Cholesterol is a fatty substance that occurs naturally in the body, High blood levels of cholesterol encourage the formation and growth of vascular plaques that put you at risk for heart attack and stroke.
What causes arterial plaque?
Plaque forms when cholesterol lodges in the wall of the artery. To fight back, the body sends white blood cells to trap the cholesterol, which then turn into foamy cells that ooze more fat and cause more inflammation. That triggers muscle cells in the artery wall to multiply and form a cap over the area. But the soft plaque beneath the cap is dangerous.
For example, if your blood pressure spikes, it puts pressure on the thin wall of the plaque, which can break open, form a clot, and cause a heart attack. Most major heart attacks occur when plaques rupture.
Plaques that gradually enlarge over time are often covered by thick, fibrous caps that can resist breaking apart. They can still block blood flow, causing angina (chest pain brought on by exertion or emotional stress). These blockages can also lead to different type of heart attack.
Can you unclog your arteries, or reduce plaque buildup?
Making plaque disappear is not possible, but with lifestyle changes and medication they can shrink and stabilize.
Doctors especially want to target the softer plaques before they rupture. For example, if you have a 30% blockage in the artery from soft plaque, the goal is to try to suck out the cholesterol from the inside, so the plaque shrivels down to 15% and leaves nothing inside it.
How do you get the cholesterol out of the plaque? By lowering levels of cholesterol in the blood, where it travels inside particles called lipoproteins. Low-density lipoprotein (LDL) deposits cholesterol into blood vessel walls.
The drugs used most often to reduce LDL cholesterol levels are statins — such as atorvastatin (Lipitor) and rosuvastatin (Crestor). Statins block the liver enzyme that promotes cholesterol production. Very intensive lifestyle changes have also been shown to shrink plaque.
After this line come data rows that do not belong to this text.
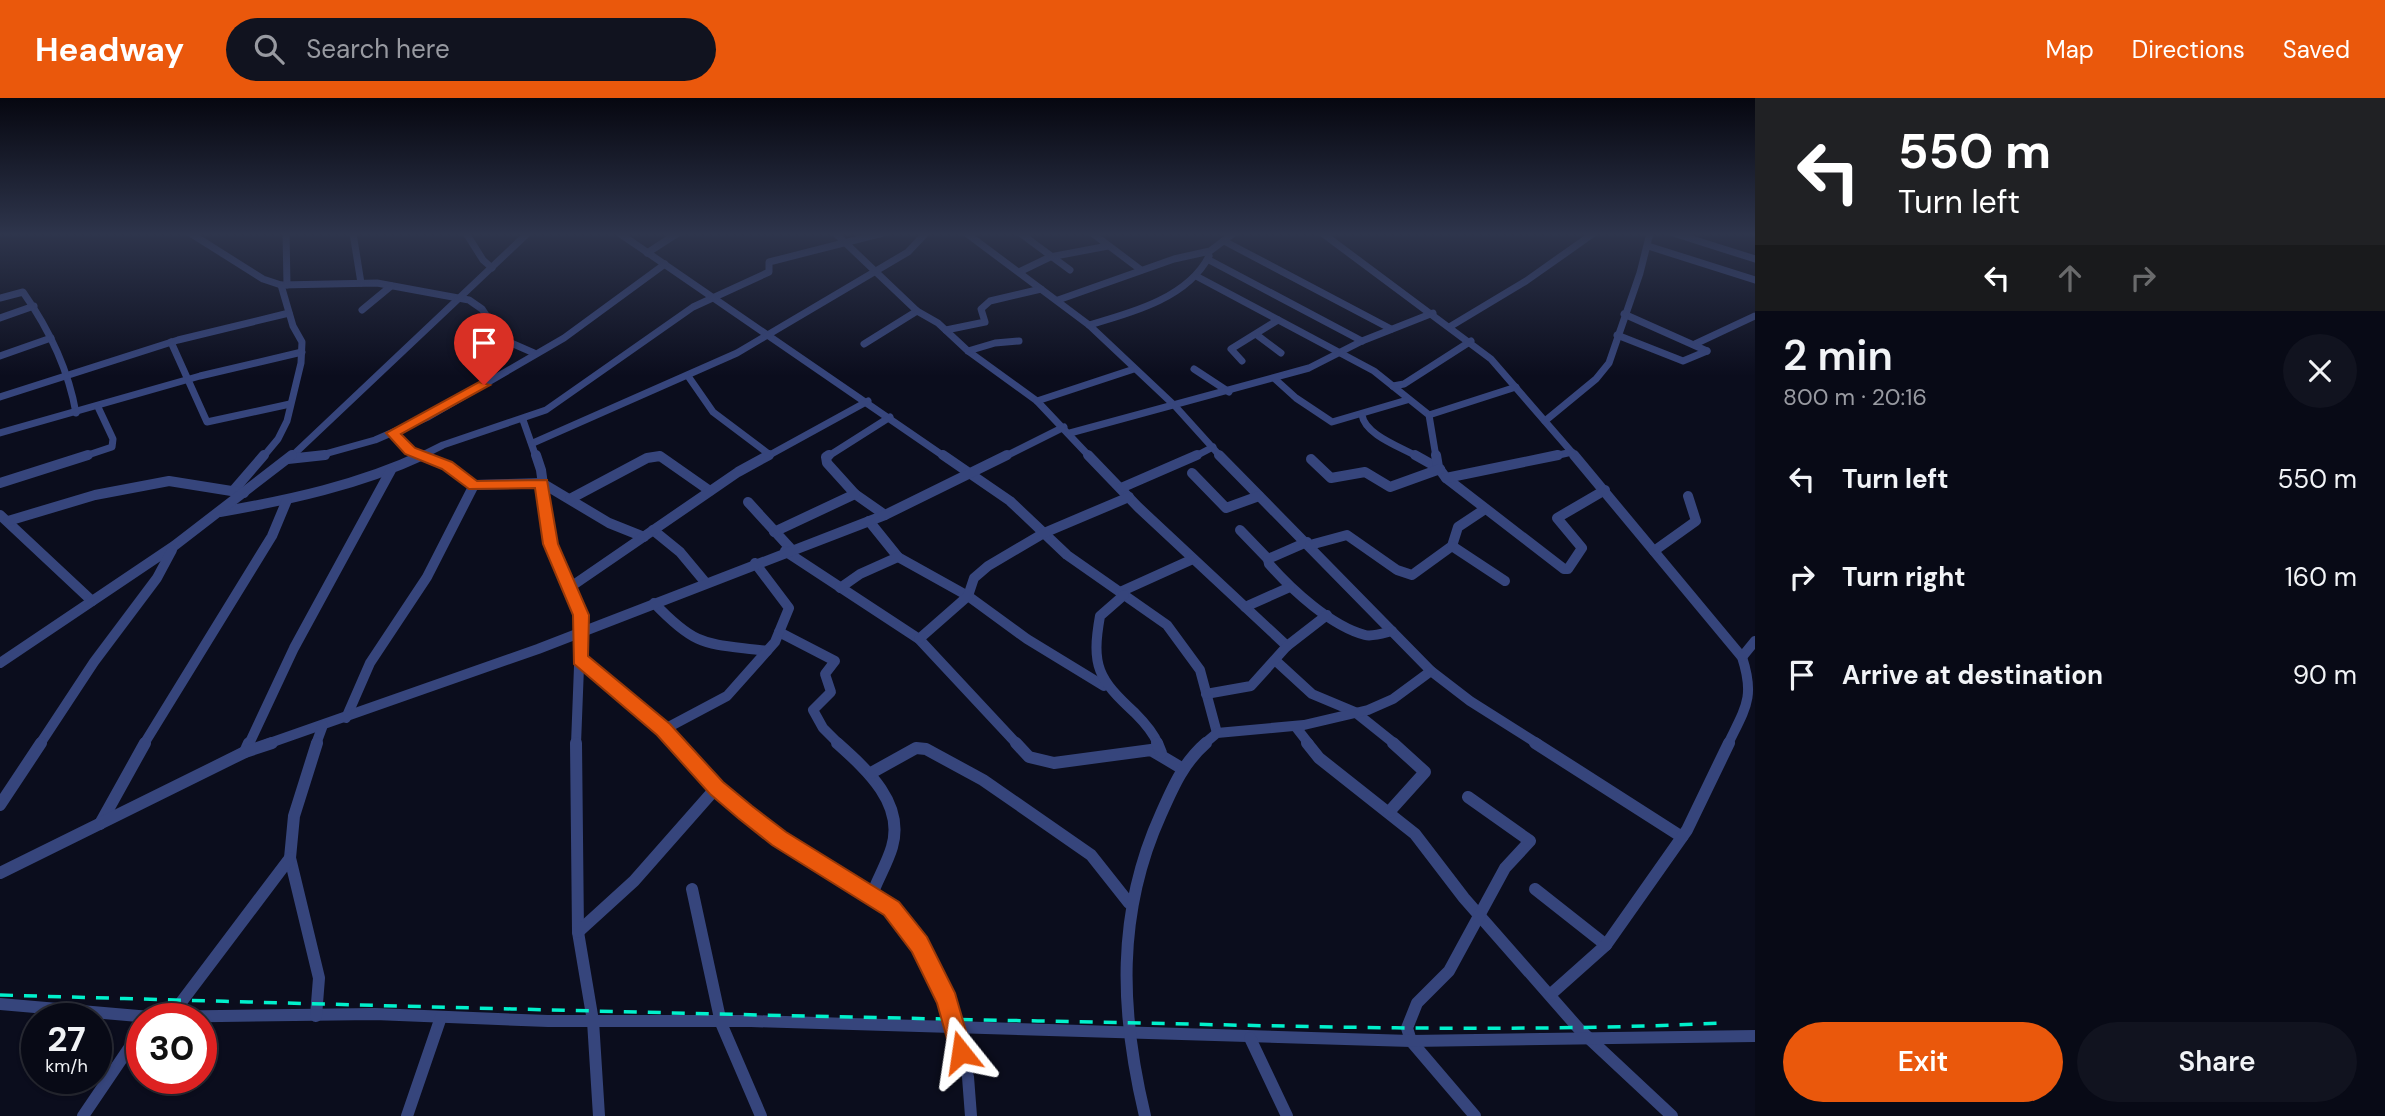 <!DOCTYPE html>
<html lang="en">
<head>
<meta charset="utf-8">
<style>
  body { margin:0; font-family:"DM Sans",sans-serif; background:#11131f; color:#f1f3f6; height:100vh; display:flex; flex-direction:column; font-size:26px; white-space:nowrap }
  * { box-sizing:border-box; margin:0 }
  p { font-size:23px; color:#989aa1 }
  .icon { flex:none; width:38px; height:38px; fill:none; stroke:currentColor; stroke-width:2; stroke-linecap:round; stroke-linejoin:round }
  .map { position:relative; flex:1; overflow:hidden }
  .side { display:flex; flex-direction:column; background:#080a16; width:630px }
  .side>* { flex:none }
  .hud { background:#202124; color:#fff; overflow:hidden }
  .speed { position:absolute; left:21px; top:905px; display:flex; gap:14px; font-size:35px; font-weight:700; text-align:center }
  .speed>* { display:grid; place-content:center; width:91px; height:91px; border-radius:50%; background:#080a16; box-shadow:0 2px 5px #0004,0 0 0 2px #292b35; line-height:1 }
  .speed small { font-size:18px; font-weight:400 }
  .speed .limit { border:10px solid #d22; background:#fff; color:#111 }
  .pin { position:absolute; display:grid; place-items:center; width:60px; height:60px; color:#fff; margin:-72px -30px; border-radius:50% 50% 50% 0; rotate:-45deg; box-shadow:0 0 7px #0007 }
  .pin .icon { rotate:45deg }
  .me { position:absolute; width:77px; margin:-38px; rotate:345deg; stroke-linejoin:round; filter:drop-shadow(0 0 5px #0008) }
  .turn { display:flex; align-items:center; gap:24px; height:147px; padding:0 28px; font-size:32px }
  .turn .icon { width:91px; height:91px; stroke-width:2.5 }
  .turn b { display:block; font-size:49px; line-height:60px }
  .lanes { display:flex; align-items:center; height:66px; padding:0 28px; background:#0003; justify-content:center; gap:35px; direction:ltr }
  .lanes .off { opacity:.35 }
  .round { display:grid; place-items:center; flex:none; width:74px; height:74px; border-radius:37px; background:#11131f }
  .overview { display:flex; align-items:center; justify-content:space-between; height:119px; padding:0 28px }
  h1 { font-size:42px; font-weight:600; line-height:52px }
  .primary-button { display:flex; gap:14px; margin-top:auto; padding:14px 28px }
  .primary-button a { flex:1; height:80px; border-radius:42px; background:#ea580c; color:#fff; font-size:28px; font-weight:600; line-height:80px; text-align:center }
  .primary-button a+a { background:#11131f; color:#f1f3f6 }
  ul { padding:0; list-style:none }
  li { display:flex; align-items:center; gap:21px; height:98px; padding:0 28px }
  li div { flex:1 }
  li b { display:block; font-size:26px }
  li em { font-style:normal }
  header { display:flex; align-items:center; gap:42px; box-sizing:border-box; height:98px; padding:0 35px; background:#ea580c; color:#fff }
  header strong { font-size:33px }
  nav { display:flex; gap:38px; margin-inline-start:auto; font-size:24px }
  .search { width:490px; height:63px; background:#11131f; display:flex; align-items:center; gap:18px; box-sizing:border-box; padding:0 24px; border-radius:38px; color:#989aa1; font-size:26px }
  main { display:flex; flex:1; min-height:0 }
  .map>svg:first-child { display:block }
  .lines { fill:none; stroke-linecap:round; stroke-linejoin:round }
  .minor-far2 { stroke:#36457c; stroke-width:7 }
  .minor-far1 { stroke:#36457c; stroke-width:10 }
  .minor { stroke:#36457c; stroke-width:12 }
  .rail { stroke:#01f1cc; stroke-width:3.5; stroke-dasharray:13 11; stroke-linecap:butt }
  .route { fill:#ea580c; stroke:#983908; stroke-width:2 }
</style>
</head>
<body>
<header>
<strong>Headway</strong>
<div class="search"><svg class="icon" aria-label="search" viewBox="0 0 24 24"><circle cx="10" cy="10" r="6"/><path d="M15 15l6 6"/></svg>Search here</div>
<nav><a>Map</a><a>Directions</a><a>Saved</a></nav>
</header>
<main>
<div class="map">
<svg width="1755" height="1018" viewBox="0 0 1755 1018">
  <rect width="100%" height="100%" fill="#0b0d1d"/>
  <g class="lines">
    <g class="minor-far2">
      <path d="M190,135L263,181L281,187L377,185L469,202L482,211L502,241L534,255"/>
      <path d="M286,135L287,187"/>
      <path d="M353,135L361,185"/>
      <path d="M466,135L483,162L492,170"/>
      <path d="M619,135L945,359"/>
      <path d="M835,135L917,213L938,225L968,253L1037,303L1090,359"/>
      <path d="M966,135L1089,227L1175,308L1221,359"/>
      <path d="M1020,135L1070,172"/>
      <path d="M1092,135L1141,172"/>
      <path d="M1322,135L1491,261L1576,359"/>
      <path d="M1673,135L1755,161"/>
      <path d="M1224,143L1391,231"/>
      <path d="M1648,148L1755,182"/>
      <path d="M647,155L678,135"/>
      <path d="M1209,162L1362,243"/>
      <path d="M1019,174L1050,159L1108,148"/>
      <path d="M1196,178L1374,273L1429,317L1436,359"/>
      <path d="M0,200L23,194C49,231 68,270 76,315"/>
      <path d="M1058,202L1174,161L1210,153L1234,135"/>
      <path d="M362,212L391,188"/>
      <path d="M1624,216L1707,253"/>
      <path d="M0,220L34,208"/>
      <path d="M1089,227C1131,215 1188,200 1209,158"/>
      <path d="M1451,228L1526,183L1594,135"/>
      <path d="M946,232L985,224L981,211L990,203L1041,191"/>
      <path d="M1257,237L1281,255"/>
      <path d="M1617,237L1683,263L1707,253"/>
      <path d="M171,244L207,324L290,306"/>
      <path d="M864,246L917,213"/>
      <path d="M1695,246L1755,218"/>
      <path d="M968,253L995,245L1019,243"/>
      <path d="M0,258L51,240"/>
      <path d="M1242,263L1231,251L1278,222"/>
      <path d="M1194,271L1229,294"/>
      <path d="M688,278L713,314L770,357"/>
      <path d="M1275,281L1296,300L1332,324L1407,302"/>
      <path d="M1393,288L1404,286L1471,243"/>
      <path d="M0,299L178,242L289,215"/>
      <path d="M1037,303L1134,271"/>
      <path d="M1362,317C1365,337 1401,349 1418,359"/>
      <path d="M1429,317L1516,289"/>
      <path d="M523,322L536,359"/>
      <path d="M1545,323L1596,281L1609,265L1640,175L1650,135"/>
      <path d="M0,335L200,278L302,254"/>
      <path d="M1070,335L1309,270L1362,243L1433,215"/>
      <path d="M392,336L410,353L424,359"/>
      <path d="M533,345L737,255L908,154L926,135"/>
      <path d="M82,359L112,349L113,341L98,309"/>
      <path d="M263,359L278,341L287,323L301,265L302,244L293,228L281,187"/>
      <path d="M291,359L528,135"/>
      <path d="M314,359L375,342L428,319L564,240L665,166"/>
      <path d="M419,359L443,347L546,312L693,209L769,174V164L883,135"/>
      <path d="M656,359H661"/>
      <path d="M766,359L868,303"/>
      <path d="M827,359L890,319"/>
      <path d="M1004,359L1064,329"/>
      <path d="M1194,359L1213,349"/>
      <path d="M1550,359L1572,354"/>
    </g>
    <g class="minor-far1">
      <path d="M420,357L447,368L474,387L542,385L609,425L644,439"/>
      <path d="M536,357L541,372L551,446L581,517L576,646"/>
      <path d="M829,357L826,359L827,365L855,396L885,417"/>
      <path d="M943,357L1010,403L1067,457L1167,527L1200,572L1217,635"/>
      <path d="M1088,357L1138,409L1287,548"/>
      <path d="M1219,357L1431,573L1470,603L1538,646"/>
      <path d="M1415,357L1440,371"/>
      <path d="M1436,357L1438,369L1446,380L1564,471H1568L1582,450L1557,420L1605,392"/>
      <path d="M1574,357L1742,559C1755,599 1746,609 1728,646"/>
      <path d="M288,361L325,357"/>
      <path d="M1311,361L1331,380L1365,374L1390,389L1440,371"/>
      <path d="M1192,375L1226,410L1259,398"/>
      <path d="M1446,380L1558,357"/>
      <path d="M0,385L88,357"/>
      <path d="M1121,390L1197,357"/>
      <path d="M233,393L264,357"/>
      <path d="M570,401L647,360L660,358L710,393"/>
      <path d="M748,404L791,451"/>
      <path d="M220,414C289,402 359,387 423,357"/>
      <path d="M0,417L92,503"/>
      <path d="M8,423L95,397L169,383L244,395"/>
      <path d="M869,423L898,459L968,498L1027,541L1104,588"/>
      <path d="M653,432L680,454L705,484"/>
      <path d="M1240,432L1268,461"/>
      <path d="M774,434L855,396"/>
      <path d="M1307,444L1268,461L1269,466C1292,492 1331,528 1365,537C1373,539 1384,535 1392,533"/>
      <path d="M1310,447L1347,437L1397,472L1412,477L1452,448L1458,429L1485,411"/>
      <path d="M1452,448L1505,483"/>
      <path d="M785,453L919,541L1017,646"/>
      <path d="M1654,453L1696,423L1688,398"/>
      <path d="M569,490L738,374L769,357"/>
      <path d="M840,490L860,476L898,459"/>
      <path d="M1120,494L1193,461"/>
      <path d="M1124,497L1100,518C1091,568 1098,581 1135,615C1144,624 1153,634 1158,646"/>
      <path d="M654,505C698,551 706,545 767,553"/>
      <path d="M1245,509L1290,489"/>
      <path d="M779,534L835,563L825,576L831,594L813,612L823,630L839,646"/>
      <path d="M919,541L968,498L974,480L988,468L1044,435L1129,399"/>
      <path d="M1742,559L1755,543"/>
      <path d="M580,561L676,646"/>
      <path d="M1276,563L1312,596L1355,614L1395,646"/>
      <path d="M0,565L174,448L292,357"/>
      <path d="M1206,596L1251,588L1287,548L1327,517"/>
      <path d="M346,620L370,565L427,479L474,387"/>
      <path d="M1295,628L1309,646"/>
      <path d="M663,632L727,598L775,544L789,510L755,465"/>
      <path d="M40,646L94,564L157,480L172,452"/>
      <path d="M144,646L272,438L287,402"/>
      <path d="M249,646L294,550L391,372"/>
      <path d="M267,646L538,551L885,417L1007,357"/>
      <path d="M316,646L323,627"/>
      <path d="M1204,646L1217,635L1304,627L1368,612L1393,601L1431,573"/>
    </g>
    <g class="minor">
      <path d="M576,645L578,834L593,923L599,1018"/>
      <path d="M675,645L716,690L779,740L892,810L919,847L947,903L968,979L971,1018"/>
      <path d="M837,645C866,671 905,705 892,749C887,766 877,782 871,799"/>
      <path d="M1016,645L1029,659L1054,665L1151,652L1183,671"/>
      <path d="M1157,645L1161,655"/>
      <path d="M1307,645L1319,660L1415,736L1464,800L1580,932L1672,1018"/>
      <path d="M1535,645L1682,739"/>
      <path d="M245,654L249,645"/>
      <path d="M871,675L916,650L926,651L983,682L1091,757L1129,805"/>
      <path d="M1468,699L1530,743L1505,770L1449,873L1417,905L1407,930L1411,943L1475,1018"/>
      <path d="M0,707L41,645"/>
      <path d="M1389,714L1425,674L1393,645"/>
      <path d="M100,726L145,645"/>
      <path d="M0,775L245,654L272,645"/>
      <path d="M692,791L721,925L761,1018"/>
      <path d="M1535,791L1606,847"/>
      <path d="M578,834L634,783L716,690"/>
      <path d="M1551,896L1606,847L1687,732L1729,645"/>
      <path d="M0,906L150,919L375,916L548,923H751L1411,943L1755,938"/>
      <path d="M316,918L319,880L290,760L294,718L317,645"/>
      <path d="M170,919L290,760"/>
      <path d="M1250,940L1287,1018"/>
      <path d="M83,1018L142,931"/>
      <path d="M407,1018L441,919"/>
      <path d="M1145,1018C1120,914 1116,815 1161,716C1173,689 1183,665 1206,645"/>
    </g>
    <path class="rail" d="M0,897C346,907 692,916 1038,923C1266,927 1493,936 1721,925"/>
  </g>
  <linearGradient id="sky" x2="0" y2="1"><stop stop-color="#060710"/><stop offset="0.49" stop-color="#2e354c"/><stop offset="1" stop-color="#2e354c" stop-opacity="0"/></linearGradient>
  <rect width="1755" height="278" fill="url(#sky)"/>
  <path class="route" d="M479,284L490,287L401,336L415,350L452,364L477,383L547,382L558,446L589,517L588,558L670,626L723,684L752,708L786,734L899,804L927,839L955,895L972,954L969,962L961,966L953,962L937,905L912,854L884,817L772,747L738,720L710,696L657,637L574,566L573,517L543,446L535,390L469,391L442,371L405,356L386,335Z"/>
</svg>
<div class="speed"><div>27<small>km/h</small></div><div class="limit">30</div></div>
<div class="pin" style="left:484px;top:287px;background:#d93025"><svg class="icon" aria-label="arrive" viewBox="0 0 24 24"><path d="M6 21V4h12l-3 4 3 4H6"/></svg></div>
<svg class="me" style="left:961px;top:954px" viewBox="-20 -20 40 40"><path d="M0-17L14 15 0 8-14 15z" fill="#ea580c" stroke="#fff" stroke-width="4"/></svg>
</div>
<section class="side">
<div class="hud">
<div class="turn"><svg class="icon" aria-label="left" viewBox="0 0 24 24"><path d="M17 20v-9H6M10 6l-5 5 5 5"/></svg><div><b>550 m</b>Turn left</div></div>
<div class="lanes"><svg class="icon" aria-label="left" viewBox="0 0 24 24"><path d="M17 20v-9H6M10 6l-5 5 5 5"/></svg><svg class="icon off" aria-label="ahead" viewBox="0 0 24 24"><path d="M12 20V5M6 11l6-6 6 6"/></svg><svg class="icon off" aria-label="right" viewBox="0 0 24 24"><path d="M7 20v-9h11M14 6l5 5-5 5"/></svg></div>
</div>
<div class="overview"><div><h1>2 min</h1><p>800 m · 20:16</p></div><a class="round"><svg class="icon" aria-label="close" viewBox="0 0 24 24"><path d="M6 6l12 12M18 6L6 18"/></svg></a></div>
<ul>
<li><svg class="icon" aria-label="left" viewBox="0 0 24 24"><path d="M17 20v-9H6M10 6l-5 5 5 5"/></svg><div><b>Turn left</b></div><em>550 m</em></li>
<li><svg class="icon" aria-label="right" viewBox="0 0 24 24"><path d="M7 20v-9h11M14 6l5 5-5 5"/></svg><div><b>Turn right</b></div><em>160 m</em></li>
<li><svg class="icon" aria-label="arrive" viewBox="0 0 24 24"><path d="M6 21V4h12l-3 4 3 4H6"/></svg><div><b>Arrive at destination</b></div><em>90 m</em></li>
</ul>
<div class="primary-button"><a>Exit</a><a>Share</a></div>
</section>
</main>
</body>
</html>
Those lifestyle modifications include:
Eating a Mediterranean diet
It can reduce heart disease risk by 30%. It is rich in olive oil, fruits, vegetables, nuts and fish; low in red or processed meats; and moderate in the amounts of cheese and wine you can consume.
Kicking the habit
Smoking damages the lining of the arteries. Quitting can help raise HDL levels.
Aerobic exercise can raise HDL, lower blood pressure, burn body fat, and lower blood sugar levels. Exercise combined with weight loss can also lower LDL levels. Aim for at least 150 minutes per week of moderate-intensity exercise.
Busting the cholesterol myth
Why you can't live without this tricky substance.
Cholesterol is often vilified as the bad guy, but we need this waxy, fatty substance to make vitamin D, hormones, bile that aids digestion, and the coverings of our cells. The liver produces 75% of the body's cholesterol, but all cells have the ability to make it.
When cells need more cholesterol, the liver sends it via the bloodstream in packages made of cholesterol on the inside and protein on the outside. These cholesterol-laden particles are known as low-density lipoprotein, or LDL. Too much LDL in the blood can cause cholesterol to lodge in the artery walls and form plaques. That's why LDL is known as "bad" cholesterol.
Whereas LDL particles deposit cholesterol into plaques of atherosclerosis, some high-density lipoprotein (HDL) particles help remove cholesterol from plaques. That's why it's often referred to as "good" cholesterol.
How much HDL and LDL should you aim for?
An HDL of 60 milligrams per deciliter (mg/dL) or greater is associated with a lower risk of heart disease. Your personal goal for LDL depends on your cardiovascular risk profile. For people who have coronary artery disease or other evidence of cardiovascular disease, the goal is an LDL of less than 70 mg/dL and some doctors are now aiming for an LDL of less than 55 mg/dL.